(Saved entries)
☆ ☆ ☆ ☆ ☆
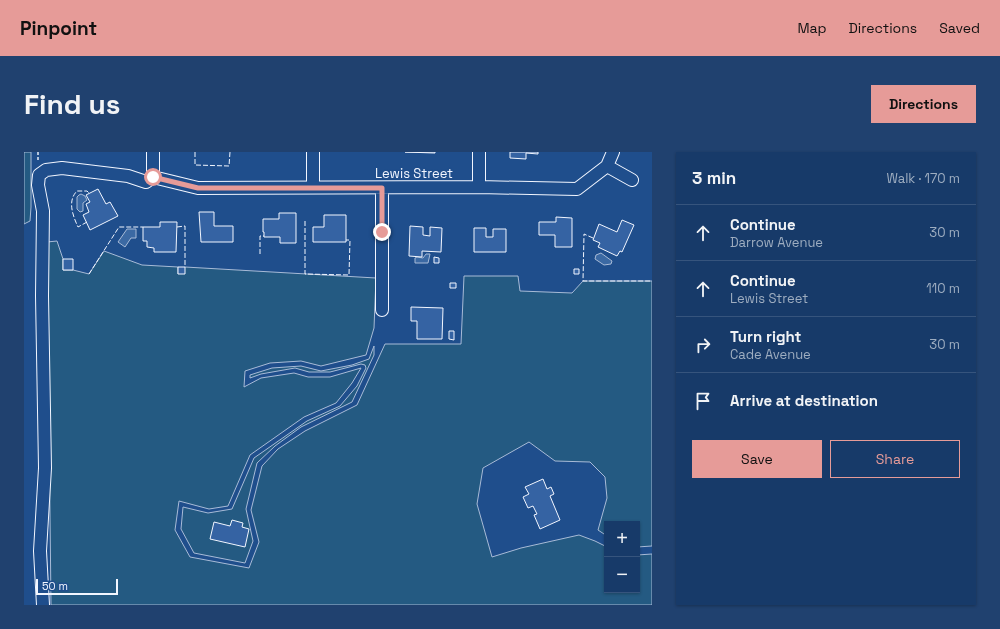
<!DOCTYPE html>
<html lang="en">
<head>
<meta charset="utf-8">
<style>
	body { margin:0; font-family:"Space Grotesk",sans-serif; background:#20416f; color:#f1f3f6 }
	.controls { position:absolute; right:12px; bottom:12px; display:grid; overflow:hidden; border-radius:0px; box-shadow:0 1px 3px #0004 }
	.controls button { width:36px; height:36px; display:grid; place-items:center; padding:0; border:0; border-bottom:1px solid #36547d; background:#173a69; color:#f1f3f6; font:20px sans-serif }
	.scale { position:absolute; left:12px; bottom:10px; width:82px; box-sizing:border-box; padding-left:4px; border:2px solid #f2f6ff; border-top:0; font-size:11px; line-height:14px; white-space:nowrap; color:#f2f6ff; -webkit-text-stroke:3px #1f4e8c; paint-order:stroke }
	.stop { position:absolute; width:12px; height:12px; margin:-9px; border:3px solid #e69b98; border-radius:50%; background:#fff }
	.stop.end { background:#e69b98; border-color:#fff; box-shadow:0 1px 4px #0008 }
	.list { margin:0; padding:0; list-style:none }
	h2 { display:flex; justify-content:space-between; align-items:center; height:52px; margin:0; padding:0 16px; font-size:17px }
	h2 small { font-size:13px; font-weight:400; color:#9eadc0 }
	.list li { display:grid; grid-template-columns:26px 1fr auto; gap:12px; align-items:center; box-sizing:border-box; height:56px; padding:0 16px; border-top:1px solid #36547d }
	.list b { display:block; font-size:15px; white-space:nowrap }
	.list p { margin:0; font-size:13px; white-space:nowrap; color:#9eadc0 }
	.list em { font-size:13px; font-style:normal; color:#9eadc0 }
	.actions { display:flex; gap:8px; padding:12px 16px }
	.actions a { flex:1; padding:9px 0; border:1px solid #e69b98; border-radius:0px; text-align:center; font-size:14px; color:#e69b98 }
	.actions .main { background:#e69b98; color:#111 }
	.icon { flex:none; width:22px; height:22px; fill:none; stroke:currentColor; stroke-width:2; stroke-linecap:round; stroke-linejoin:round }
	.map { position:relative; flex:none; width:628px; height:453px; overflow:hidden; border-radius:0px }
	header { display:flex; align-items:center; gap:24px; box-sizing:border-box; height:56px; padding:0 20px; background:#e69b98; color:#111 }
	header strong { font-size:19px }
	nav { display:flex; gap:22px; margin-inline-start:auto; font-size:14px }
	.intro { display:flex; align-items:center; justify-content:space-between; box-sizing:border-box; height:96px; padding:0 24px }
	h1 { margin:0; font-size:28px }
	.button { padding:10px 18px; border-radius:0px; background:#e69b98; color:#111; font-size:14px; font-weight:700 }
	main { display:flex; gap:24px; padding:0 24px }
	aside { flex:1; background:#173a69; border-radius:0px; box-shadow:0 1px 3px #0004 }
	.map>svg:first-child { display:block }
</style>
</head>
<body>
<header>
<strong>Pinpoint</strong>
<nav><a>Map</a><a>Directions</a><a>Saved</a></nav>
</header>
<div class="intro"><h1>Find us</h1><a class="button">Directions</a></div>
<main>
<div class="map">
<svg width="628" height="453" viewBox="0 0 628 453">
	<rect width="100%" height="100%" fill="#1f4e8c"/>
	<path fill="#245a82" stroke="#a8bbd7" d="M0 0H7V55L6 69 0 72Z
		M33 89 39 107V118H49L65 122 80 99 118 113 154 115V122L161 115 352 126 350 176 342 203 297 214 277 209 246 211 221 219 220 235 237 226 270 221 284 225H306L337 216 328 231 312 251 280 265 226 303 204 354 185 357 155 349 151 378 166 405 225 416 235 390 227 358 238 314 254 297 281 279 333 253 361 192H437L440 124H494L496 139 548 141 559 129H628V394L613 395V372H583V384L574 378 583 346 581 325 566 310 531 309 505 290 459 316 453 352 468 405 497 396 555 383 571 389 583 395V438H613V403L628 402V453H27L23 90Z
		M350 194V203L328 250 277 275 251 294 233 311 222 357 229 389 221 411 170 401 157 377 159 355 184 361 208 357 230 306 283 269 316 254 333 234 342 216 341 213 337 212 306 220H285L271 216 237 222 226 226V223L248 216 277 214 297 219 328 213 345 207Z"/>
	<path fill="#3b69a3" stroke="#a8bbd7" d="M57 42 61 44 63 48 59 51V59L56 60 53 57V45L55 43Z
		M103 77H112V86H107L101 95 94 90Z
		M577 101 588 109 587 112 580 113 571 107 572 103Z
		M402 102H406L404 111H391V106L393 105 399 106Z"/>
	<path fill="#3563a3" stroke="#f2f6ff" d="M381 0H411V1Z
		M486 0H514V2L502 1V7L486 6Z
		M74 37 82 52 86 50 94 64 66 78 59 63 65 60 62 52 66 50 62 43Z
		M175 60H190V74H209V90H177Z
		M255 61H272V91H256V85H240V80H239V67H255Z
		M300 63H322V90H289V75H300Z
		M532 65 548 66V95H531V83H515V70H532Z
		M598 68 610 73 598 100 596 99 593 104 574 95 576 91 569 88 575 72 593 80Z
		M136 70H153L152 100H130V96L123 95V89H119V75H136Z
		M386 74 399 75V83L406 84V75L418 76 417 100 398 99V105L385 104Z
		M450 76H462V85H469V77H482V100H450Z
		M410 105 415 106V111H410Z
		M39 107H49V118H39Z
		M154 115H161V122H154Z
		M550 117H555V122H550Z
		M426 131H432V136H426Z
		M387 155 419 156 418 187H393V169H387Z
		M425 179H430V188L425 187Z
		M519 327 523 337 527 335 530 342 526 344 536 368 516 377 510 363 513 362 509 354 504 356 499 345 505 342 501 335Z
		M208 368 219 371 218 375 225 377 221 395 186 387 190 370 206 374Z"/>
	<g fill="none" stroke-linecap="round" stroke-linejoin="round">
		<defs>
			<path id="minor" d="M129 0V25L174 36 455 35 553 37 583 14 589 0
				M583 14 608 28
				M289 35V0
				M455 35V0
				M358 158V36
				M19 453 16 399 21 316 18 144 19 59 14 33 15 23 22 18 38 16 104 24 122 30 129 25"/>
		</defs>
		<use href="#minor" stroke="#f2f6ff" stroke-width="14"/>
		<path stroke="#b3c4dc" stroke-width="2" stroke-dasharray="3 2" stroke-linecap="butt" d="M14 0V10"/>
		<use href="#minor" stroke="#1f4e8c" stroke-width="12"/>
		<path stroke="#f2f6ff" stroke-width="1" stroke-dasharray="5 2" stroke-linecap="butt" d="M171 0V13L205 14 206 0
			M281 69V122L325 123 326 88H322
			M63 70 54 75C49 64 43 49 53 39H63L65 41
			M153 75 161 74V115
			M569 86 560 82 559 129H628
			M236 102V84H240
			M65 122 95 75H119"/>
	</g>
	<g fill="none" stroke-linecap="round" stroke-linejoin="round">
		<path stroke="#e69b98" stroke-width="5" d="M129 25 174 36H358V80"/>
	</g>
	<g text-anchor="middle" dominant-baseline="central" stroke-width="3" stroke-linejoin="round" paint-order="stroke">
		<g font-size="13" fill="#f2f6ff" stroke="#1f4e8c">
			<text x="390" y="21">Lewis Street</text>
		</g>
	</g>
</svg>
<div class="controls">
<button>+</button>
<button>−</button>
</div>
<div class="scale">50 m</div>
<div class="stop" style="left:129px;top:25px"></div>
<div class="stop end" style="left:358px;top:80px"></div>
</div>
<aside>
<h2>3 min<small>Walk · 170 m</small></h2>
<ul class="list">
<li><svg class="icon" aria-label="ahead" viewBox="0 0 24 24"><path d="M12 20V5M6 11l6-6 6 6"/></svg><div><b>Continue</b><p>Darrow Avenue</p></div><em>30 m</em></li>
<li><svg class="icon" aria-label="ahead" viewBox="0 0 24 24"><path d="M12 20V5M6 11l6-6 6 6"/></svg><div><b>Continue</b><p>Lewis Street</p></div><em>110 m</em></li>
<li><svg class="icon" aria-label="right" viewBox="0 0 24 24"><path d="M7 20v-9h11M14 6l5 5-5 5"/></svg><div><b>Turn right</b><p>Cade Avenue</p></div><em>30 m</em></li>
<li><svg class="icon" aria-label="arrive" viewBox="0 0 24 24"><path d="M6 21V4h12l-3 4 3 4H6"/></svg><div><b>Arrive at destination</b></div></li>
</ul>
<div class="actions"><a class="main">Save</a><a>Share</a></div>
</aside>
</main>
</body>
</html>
☆ ☆ ☆ ☆ ☆
▶ [WHAT YOU NEED TO DO]: Lines with the string "shadow" in the data above: say how many there are, giving the number alone.

▶ [ANSWER TO THE EXERCISE]: 3